Your task is to return the listing below word for word, without any of its images.

+===+

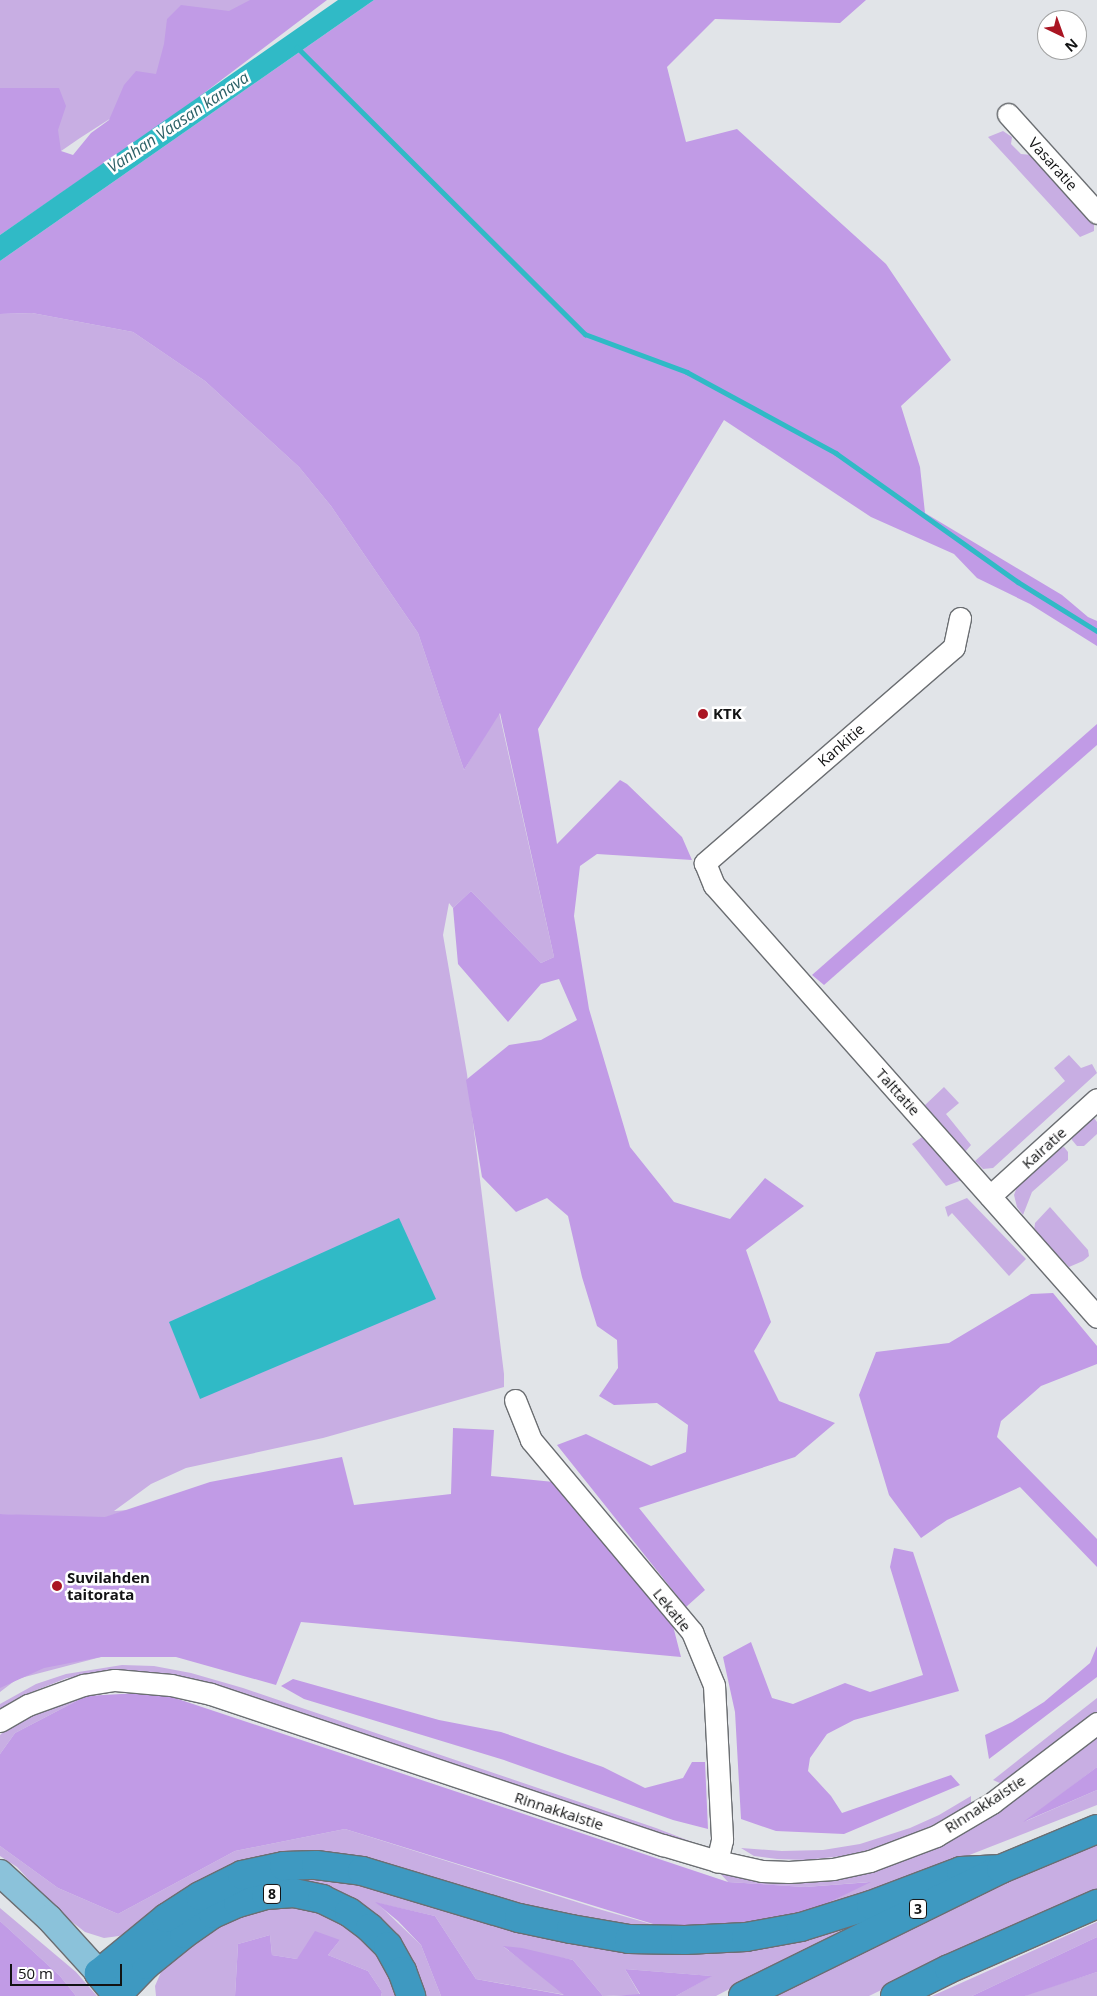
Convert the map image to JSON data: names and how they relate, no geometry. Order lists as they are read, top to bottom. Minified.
{"streets":{"highway":["8","3"],"street":["Vasaratie","Kankitie","Talttatie","Kairatie","Lekatie","Rinnakkaistie"]},"crossings":[["Kankitie","Talttatie"],["Talttatie","Kairatie"],["Lekatie","Rinnakkaistie"]],"water":["Vanhan Vaasan kanava"],"places":["KTK","Suvilahden taitorata"],"scale_bar":"50 m","north":"bottom right"}
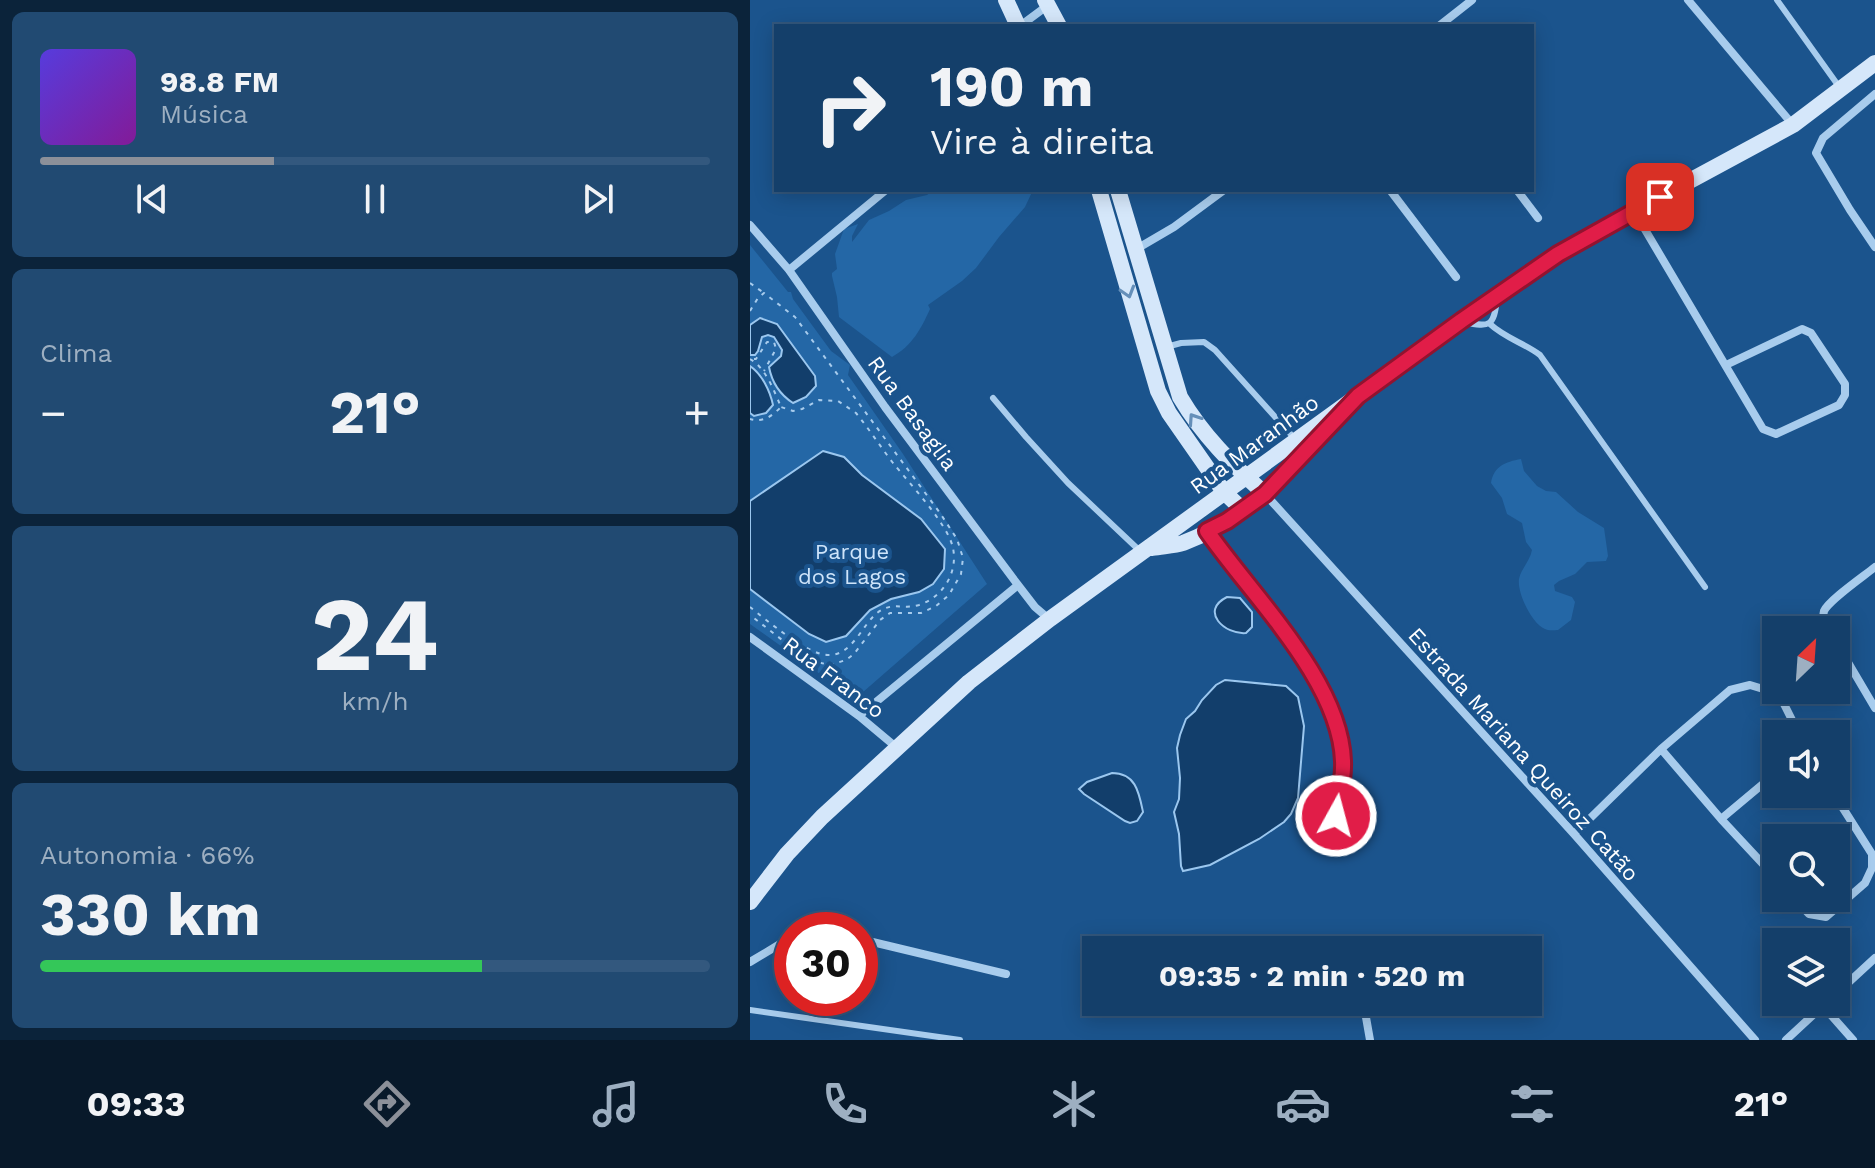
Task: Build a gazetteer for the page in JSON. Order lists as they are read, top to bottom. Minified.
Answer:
{"streets":{"main road":["Rua Maranhão"],"street":["Rua Basaglia","Rua Franco","Estrada Mariana Queiroz Catão"]},"crossings":[["Rua Basaglia","Rua Maranhão"],["Rua Maranhão","Rua Franco"]],"parks":["Parque dos Lagos"],"north":"top right","page":{"turn":["190 m","Vire à direita"],"song":["98.8 FM","Música"],"tile":["Clima",["24","km/h"],["Autonomia · 66%","330 km"]],"heat":["−","21°","+"],"limit":"30","trip":"09:35 · 2 min · 520 m","tabs":["09:33","21°"]}}
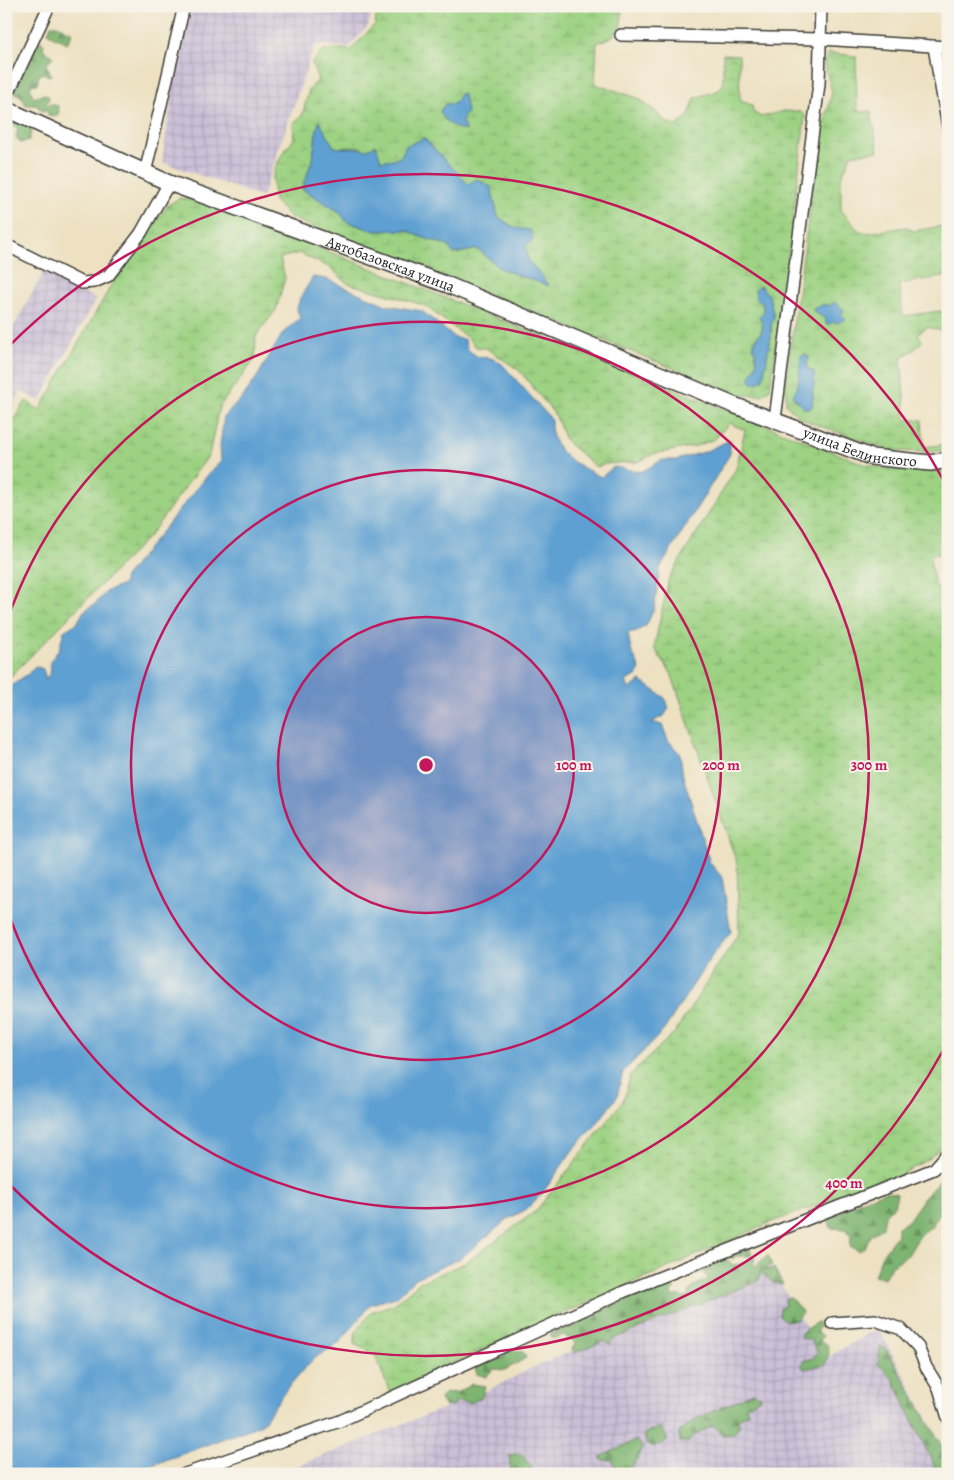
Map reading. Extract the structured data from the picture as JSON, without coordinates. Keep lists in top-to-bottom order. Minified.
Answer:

+===+

▶ Solution to the problem
Convert the map image to JSON data: names and how they relate, no geometry. Order lists as they are read, top to bottom. Minified.
{"streets":{"highway":["8","3"],"street":["Vasaratie","Kankitie","Talttatie","Kairatie","Lekatie","Rinnakkaistie"]},"crossings":[["Kankitie","Talttatie"],["Talttatie","Kairatie"],["Lekatie","Rinnakkaistie"]],"water":["Vanhan Vaasan kanava"],"places":["KTK","Suvilahden taitorata"],"scale_bar":"50 m","north":"bottom right"}
Task: Build a gazetteer for the page in JSON. Order lists as they are read, top to bottom. Minified.
Answer:
{"streets":{"main road":["Rua Maranhão"],"street":["Rua Basaglia","Rua Franco","Estrada Mariana Queiroz Catão"]},"crossings":[["Rua Basaglia","Rua Maranhão"],["Rua Maranhão","Rua Franco"]],"parks":["Parque dos Lagos"],"north":"top right","page":{"turn":["190 m","Vire à direita"],"song":["98.8 FM","Música"],"tile":["Clima",["24","km/h"],["Autonomia · 66%","330 km"]],"heat":["−","21°","+"],"limit":"30","trip":"09:35 · 2 min · 520 m","tabs":["09:33","21°"]}}
Map reading. Extract the structured data from the picture as JSON, without coordinates. Keep lists in top-to-bottom order. Minified.
Answer:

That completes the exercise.